The following is a contributed piece from Mona Sabet, chief corporate strategy officer at UserTesting. Opinions expressed are author's own.
Zoom, Slack and other virtual collaboration tools have become our go-to platforms for hammering out deals. They're not ideal. There's nothing like being locked in a room to finalize a tough agreement and later healing wounds at the closing dinner.
But there is a way to improve virtual collaboration: returning to long-form writing, using Google Docs or other collaboration tools, so your team members can consume a more complete understanding of the issues, synthesize them in their own time, and share their responses.
Work on my company's recent acquisition of a Norway tech firm, which spanned pre- and post-pandemic 2020, helped show how a move away from bullet-point thinking can improve virtual deal-making.
On one hand, the forced migration to video conference means that everyone (even the law firms, which are generally loath to adopt modern technology) is seeing each other rather than talking at each other on audio conference calls. If you believe deals are better when you build up real-world relationships, then deals done on Zoom are better than those done over the phone.
On the other hand, the old practice of putting everyone in a room together for as long as it takes to hammer out a final agreement just doesn't work over video conferences. Every good negotiator understands hard compromise begins when everyone tires of being stuck together in a room, eating bad sandwiches, listening to one another argue the same points back and forth, and waiting through breaks while people get caught up on messages.
Zoom just isn't the same. I can't get people to stay on a Zoom call longer than 90 minutes. As a result, deals drag on and compromise gets harder to reach. The lack of long days of in-person meetings hinders the human connections often needed to close deals and assure successful post-acquisition integration.
Complex transactions require deep consideration. But unlike financial analysis or product development, they require both deep consideration and a high level of cross-department collaboration.
Slack, email, Zoom are poor substitutes for the kind of in-depth discussions a deal requires. The always-on-from-anywhere quality that makes these communication devices so convenient also encourages "kicking the can down the road" behavior. Instead of spending time thinking through a detailed response, you send a half-baked idea and, by lobbing it over to someone else, buy yourself time to think about it more later.
Return to long form
Our internal team on the Norway deal struggled with alignment in a fully remote world. Every M&A playbook is different, and when unexpected issues arise, I've relied on the ability to address them by walking over to my colleagues and working through the details together in real time. Unable to do that, we experienced some miscommunications, particularly while preparing to integrate the two companies.
To avoid misunderstandings among our internal teams, we changed our communication style to longer-form writing using collaboration tools such as Google Docs, with more detailed explanations of context, constraints and possible paths forward.
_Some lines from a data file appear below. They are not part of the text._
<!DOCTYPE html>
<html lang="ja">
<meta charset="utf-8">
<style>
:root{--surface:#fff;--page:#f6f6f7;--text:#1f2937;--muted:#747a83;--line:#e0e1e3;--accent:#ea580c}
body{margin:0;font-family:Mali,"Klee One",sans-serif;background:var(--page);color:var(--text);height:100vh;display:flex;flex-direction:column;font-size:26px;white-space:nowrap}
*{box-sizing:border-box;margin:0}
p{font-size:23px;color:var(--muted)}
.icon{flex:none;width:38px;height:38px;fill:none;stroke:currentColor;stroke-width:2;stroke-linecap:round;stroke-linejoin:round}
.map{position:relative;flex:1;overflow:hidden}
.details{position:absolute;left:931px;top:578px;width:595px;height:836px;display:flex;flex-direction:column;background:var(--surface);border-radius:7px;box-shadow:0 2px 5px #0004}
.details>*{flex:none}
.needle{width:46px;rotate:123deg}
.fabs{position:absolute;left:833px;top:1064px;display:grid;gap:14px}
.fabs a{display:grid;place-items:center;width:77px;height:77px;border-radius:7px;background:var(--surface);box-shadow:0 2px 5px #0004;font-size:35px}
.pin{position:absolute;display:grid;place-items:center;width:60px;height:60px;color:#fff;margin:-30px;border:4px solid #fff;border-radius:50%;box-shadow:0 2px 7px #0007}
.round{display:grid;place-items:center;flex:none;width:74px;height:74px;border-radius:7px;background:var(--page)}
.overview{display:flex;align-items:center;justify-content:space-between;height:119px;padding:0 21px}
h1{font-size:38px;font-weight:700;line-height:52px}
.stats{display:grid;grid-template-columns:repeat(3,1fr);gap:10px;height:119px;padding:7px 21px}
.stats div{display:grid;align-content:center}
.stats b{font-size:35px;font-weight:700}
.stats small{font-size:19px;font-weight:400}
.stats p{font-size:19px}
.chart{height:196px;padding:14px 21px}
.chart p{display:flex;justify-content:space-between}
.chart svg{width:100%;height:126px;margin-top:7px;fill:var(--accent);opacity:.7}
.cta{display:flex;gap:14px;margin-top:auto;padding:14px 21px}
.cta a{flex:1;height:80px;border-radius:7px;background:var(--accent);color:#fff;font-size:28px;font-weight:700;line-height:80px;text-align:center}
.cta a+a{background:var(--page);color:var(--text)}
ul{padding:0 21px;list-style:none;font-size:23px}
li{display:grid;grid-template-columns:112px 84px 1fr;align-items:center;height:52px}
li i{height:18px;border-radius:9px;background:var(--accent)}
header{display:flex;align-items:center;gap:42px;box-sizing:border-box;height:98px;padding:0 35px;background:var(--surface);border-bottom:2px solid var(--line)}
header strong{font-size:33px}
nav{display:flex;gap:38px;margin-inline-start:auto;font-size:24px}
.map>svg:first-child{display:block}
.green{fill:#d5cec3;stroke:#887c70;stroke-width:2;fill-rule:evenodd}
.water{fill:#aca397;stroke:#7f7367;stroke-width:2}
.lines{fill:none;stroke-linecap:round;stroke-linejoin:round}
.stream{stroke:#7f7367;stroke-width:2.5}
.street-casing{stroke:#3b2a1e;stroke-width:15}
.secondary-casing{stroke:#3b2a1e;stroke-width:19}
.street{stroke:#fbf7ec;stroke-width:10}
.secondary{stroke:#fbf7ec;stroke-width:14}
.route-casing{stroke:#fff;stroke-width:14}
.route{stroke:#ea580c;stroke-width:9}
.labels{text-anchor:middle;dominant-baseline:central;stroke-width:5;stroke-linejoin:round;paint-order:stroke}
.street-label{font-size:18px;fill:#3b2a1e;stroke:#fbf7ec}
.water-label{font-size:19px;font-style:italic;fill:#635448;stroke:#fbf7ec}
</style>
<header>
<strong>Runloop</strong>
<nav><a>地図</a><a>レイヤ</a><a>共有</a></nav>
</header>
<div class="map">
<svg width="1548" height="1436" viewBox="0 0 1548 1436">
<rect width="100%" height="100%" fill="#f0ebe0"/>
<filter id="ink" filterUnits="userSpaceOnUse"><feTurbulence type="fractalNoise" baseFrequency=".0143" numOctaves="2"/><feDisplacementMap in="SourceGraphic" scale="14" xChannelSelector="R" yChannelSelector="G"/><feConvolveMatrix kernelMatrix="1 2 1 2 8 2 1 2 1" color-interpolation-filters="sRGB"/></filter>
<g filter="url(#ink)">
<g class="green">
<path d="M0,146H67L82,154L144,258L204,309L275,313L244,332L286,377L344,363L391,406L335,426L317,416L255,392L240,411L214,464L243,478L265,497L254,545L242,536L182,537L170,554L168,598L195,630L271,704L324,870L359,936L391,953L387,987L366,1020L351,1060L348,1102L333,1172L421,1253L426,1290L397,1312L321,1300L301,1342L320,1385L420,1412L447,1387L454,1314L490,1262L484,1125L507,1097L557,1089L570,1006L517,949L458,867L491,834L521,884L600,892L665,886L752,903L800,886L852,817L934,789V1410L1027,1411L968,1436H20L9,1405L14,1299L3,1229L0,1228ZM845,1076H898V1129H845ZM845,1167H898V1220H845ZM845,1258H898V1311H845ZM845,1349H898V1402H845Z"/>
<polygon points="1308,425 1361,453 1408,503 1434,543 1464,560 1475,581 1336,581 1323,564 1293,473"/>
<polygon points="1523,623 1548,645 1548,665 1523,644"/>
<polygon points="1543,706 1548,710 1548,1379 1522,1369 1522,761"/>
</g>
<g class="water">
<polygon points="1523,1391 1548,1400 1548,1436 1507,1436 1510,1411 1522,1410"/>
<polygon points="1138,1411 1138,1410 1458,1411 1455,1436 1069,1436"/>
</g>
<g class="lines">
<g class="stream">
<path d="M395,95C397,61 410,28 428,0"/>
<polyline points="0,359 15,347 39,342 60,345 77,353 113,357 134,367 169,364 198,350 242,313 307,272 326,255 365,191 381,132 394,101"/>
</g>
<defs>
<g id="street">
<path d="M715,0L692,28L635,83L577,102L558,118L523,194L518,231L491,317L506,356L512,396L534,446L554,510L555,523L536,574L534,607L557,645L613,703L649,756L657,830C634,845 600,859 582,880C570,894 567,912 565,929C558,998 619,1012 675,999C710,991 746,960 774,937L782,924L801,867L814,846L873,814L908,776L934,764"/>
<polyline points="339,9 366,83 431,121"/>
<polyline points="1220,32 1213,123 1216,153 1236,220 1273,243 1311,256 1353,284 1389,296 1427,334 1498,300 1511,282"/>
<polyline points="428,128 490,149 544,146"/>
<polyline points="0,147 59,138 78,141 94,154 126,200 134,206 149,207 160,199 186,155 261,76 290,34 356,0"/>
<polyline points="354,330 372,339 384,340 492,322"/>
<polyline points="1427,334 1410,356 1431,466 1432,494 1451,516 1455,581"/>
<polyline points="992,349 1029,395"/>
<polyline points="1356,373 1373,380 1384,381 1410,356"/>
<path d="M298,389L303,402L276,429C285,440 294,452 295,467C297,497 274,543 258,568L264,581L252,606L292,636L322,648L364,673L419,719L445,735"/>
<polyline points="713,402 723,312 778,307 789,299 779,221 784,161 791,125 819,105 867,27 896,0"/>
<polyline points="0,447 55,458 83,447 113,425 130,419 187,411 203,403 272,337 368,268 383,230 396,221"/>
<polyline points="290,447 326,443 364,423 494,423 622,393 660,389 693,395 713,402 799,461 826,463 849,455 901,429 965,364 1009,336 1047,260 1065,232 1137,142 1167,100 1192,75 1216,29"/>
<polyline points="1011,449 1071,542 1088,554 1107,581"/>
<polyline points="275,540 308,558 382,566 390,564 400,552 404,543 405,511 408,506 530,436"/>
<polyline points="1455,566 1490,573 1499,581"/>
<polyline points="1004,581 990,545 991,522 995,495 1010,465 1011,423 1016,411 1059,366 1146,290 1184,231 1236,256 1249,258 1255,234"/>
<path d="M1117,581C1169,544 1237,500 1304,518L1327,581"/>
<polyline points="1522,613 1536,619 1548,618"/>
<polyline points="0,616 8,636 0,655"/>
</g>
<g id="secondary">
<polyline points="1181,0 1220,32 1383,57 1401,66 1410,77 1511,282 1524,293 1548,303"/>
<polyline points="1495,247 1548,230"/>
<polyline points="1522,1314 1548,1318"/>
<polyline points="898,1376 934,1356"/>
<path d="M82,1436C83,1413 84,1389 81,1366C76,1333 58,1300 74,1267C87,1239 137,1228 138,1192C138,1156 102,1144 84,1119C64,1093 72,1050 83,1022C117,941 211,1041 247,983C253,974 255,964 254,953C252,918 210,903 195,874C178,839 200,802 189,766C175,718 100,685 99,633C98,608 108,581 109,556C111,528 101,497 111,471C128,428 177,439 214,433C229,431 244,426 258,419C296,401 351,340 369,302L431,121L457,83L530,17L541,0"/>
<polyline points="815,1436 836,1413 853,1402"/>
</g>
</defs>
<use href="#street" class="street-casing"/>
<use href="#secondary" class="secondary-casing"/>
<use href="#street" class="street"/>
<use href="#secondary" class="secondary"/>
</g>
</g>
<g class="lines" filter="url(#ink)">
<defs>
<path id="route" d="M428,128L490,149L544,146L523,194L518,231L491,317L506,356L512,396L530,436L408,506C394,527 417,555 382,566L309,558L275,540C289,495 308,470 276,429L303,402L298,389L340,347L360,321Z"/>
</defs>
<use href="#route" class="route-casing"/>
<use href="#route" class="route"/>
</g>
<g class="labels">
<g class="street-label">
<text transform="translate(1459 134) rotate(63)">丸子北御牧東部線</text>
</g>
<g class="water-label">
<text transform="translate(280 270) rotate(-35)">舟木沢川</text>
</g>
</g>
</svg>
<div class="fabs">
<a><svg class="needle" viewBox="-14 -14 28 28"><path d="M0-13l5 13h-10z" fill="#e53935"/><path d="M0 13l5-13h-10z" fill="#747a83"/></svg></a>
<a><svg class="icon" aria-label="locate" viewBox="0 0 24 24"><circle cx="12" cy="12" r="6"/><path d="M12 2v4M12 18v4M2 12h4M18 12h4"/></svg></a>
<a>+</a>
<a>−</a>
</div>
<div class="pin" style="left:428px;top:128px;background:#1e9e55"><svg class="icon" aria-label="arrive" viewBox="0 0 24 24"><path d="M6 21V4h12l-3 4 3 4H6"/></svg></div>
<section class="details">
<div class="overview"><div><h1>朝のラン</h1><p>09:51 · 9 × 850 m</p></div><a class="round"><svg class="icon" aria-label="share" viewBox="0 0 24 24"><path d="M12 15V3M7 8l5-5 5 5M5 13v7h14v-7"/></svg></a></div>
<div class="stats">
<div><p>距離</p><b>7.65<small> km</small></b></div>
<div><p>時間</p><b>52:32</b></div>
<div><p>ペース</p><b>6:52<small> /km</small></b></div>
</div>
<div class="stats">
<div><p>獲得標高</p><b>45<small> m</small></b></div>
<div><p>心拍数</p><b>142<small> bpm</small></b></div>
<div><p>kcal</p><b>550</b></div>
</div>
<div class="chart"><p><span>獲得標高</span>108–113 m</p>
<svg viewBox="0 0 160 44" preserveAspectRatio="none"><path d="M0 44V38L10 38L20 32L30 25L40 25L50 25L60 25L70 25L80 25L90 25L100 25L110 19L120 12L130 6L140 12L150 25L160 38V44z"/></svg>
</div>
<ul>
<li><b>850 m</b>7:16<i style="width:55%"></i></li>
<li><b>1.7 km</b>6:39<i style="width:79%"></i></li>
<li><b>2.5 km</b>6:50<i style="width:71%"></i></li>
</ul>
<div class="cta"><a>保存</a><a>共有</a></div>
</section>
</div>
Somewhat ironically, the best tool I found for aligning our team around an acquisition strategy in our new remote working world is long form writing — an old skill the business world has long abandoned for bullet points on slide decks.
To be fair, technological advances have been changing the human dynamics of deal making for a number of years. For a long time, this is how you executed an M&A: After an acquisition was proposed, team members put their lives on hold to spend days in a "war room" reviewing diligence material, structuring the transaction, and negotiating with the other party in the deal. There also were the hours spent assessing the deal's impact on expenses, tax, intellectual property and many other issues for which various internal teams were responsible.
These complex assessments were written up in long form — sentences and paragraphs that the deal team had to take time to read and synthesize. The physical "war room" gave us a place to work together yet separately, sometimes digesting analysis on our own and other times digging deep into the implications of these complex issues together.
By the mid-2000s, teleconferences increasingly replaced face-to-face interactions in deals I worked on in Silicon Valley. Concurrently, instant messaging was becoming a broader corporate phenomenon. We sat at our desks, negotiated through a speaker phone and IM'd each other with short bursts of information. Having to travel less made deals feel faster. But we were preparing less in advance of each call.
In 2016, I was involved in a deal between two California companies in which no one from either side saw each other in person except at a post-closing dinner. That set a new bar.
At the same time, email, chat apps and, now, videoconferencing have given us the impression that we can move faster regardless of where we are. It took this pandemic to make me realize that, for large, complex corporate transactions, these communication technologies might make us feel we're doing more, but it's not really helping us do it better.
Deal making was, is, and will always be about driving change through leveraging relationships, and I still believe that is best done in person. It's a change management effort that has implications across all groups, and across two companies. And like all change management efforts, it requires close and coordinated communication to carry out successfully.
Perhaps the deal making dance changed well before COVID-19 hit us. But this crisis has driven our team to rely on a different set of technologies. Videoconferencing has been an improvement over the telephone calls we had grown reliant upon. And document collaboration, while still not as ideal as our old style "war rooms," is a better alternative for aligning deal teams than our self-inflicted addiction to bullet points in PowerPoint slides and content-delivery-by-instant-messaging.
Like everyone else, people working on mergers and acquisitions must adapt to new ways of doing things during, and most likely after, the pandemic. M&A team members must quickly learn the art of the completely remote deal.